In August, after Stotland’s conversation with shelter providers, the Community Trust granted a total $850,000 to HELP USA, WIN, BronxWorks, and CAMBA for projects to improve remote learning for children in their shelters, including plans to widen access to the internet. (New York Community Trust is a funder of Chalkbeat.)
“Unfortunately the resources of the Trust don’t permit us to make a systemwide fix,” Stotland said. “What we’re able to do is support alleviation of the problem.”
WIN, meanwhile, used some of that money to establish its own IT help desk for its shelter residents, after many clients couldn’t easily reach the education department’s help desk. Separately, it raised $134,500 to purchase hotspots, iPads, cell phone plans for some of those iPads, and 1,500 sets of headphones for children who needed them. The organization spent another $130,000 — about 40% of it fundraised — to establish Wi-Fi connection in their shelters’ community rooms. Half of that work was done before the pandemic, but the rest of it was fast-tracked as remote learning started.
At the same time, WIN was searching for a funder that would help foot the estimated $300,000 annual cost of wiring all of their shelter units with Wi-Fi, Quinn said. They had no luck. In August the organization sent a scathing letter to the city pleading for more remote learning support for children in shelters, many who felt forced to attend in-person school, the letter said.

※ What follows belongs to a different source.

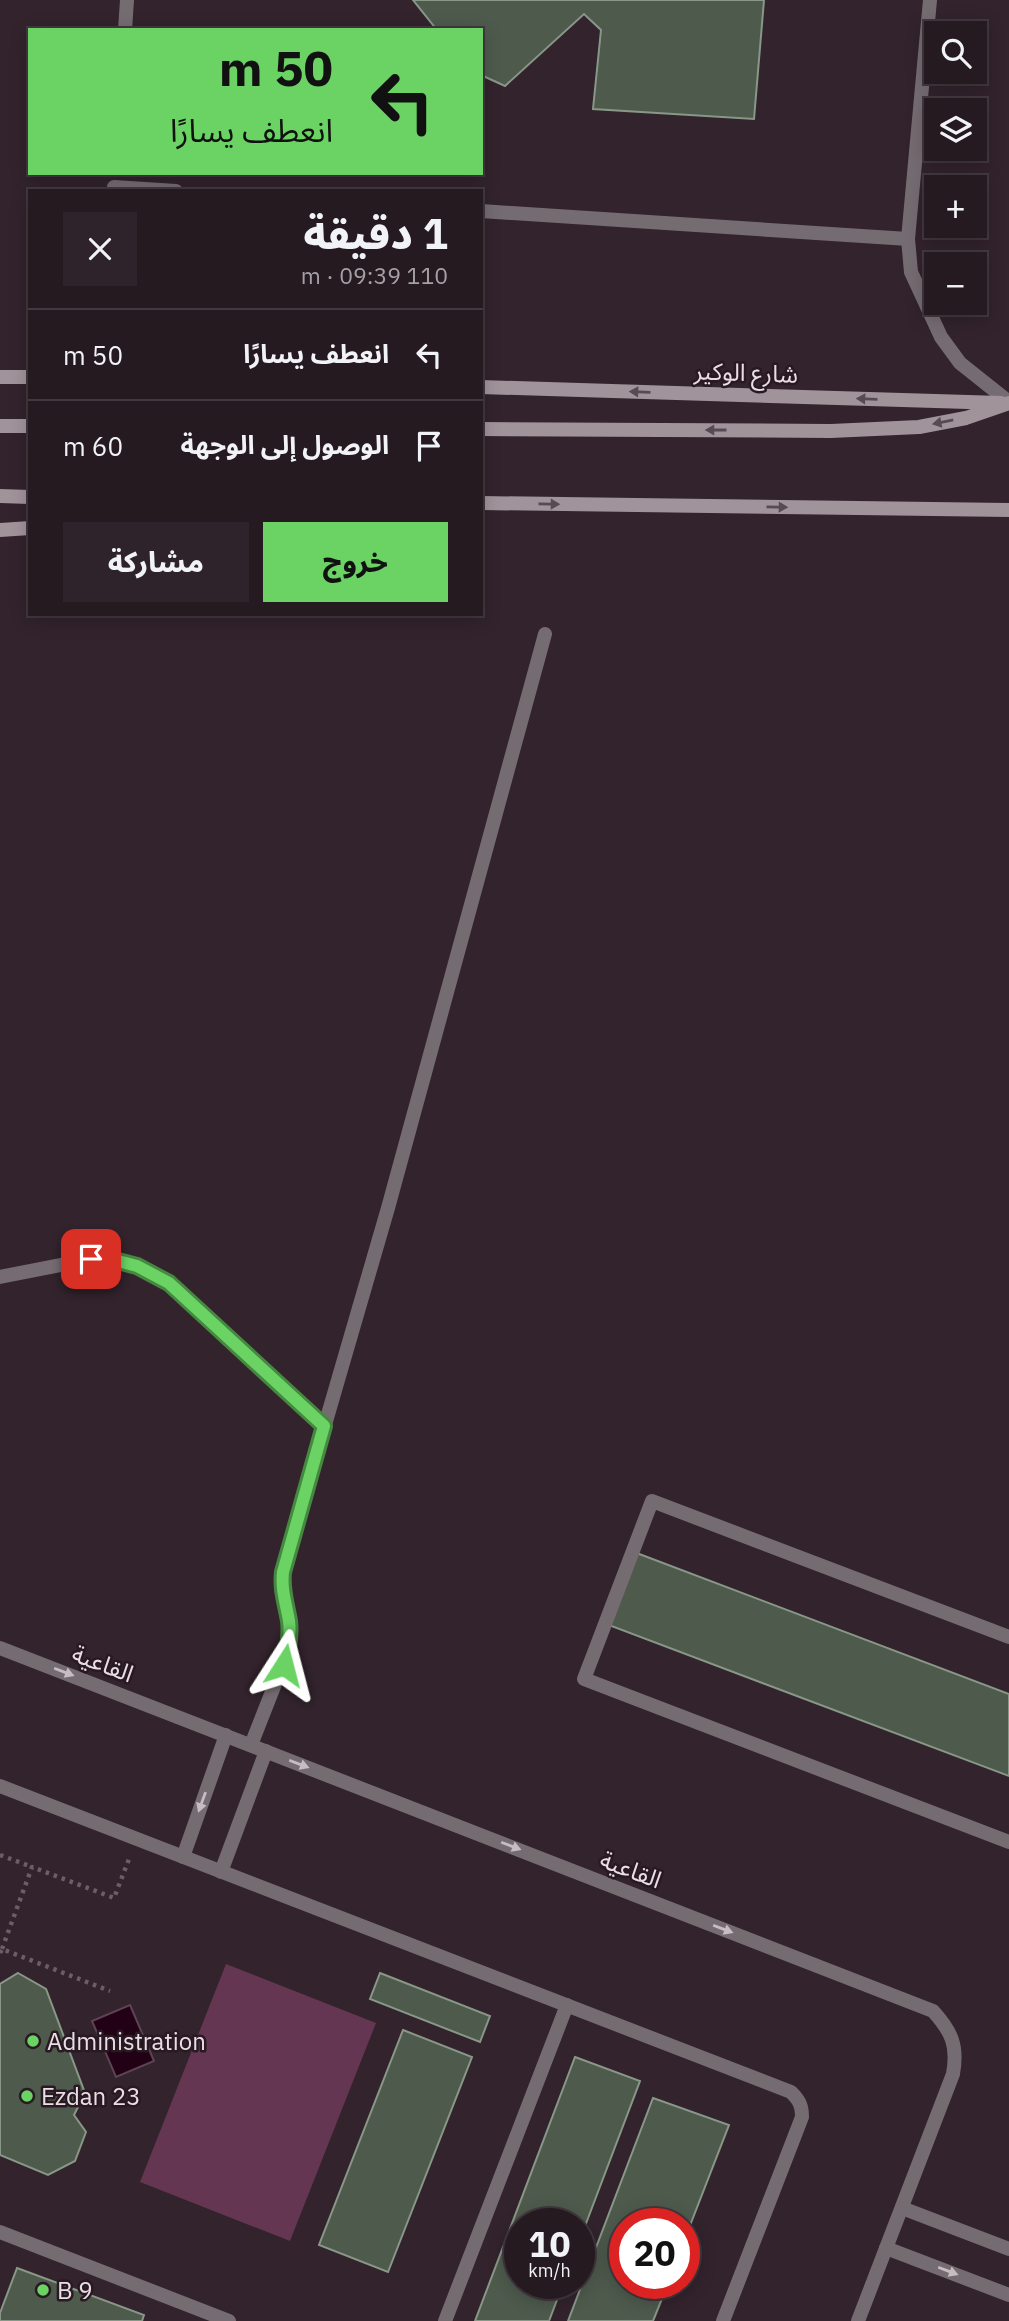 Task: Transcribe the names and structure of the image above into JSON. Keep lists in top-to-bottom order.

Similarly this month, Volunteers for America of Greater New York launched an ambitious fundraising effort to wire every unit in its seven shelters. They estimated an initial cost of $890,000.
The group had raised about $30,000, which they used to create a “learning pod” in one shelter’s community areas, where families can sign up to use Wi-Fi, and children are separated by plexiglass dividers. Since the city’s announcement, which the organization applauded, Lee has decided to cancel the fundraising effort in hopes that “the city is moving quickly on this.”
But plenty of questions remain.
“We’re glad that after months of raising concerns, the mayor has committed to ensuring students living in shelter have the connectivity they need to log on to school,” said Randi Levine, policy director for Advocates For Children New York. “We are eager to hear more details, including a timeline, as we continue to hear from families in shelters who are continuing to miss out on school because they can’t get online.”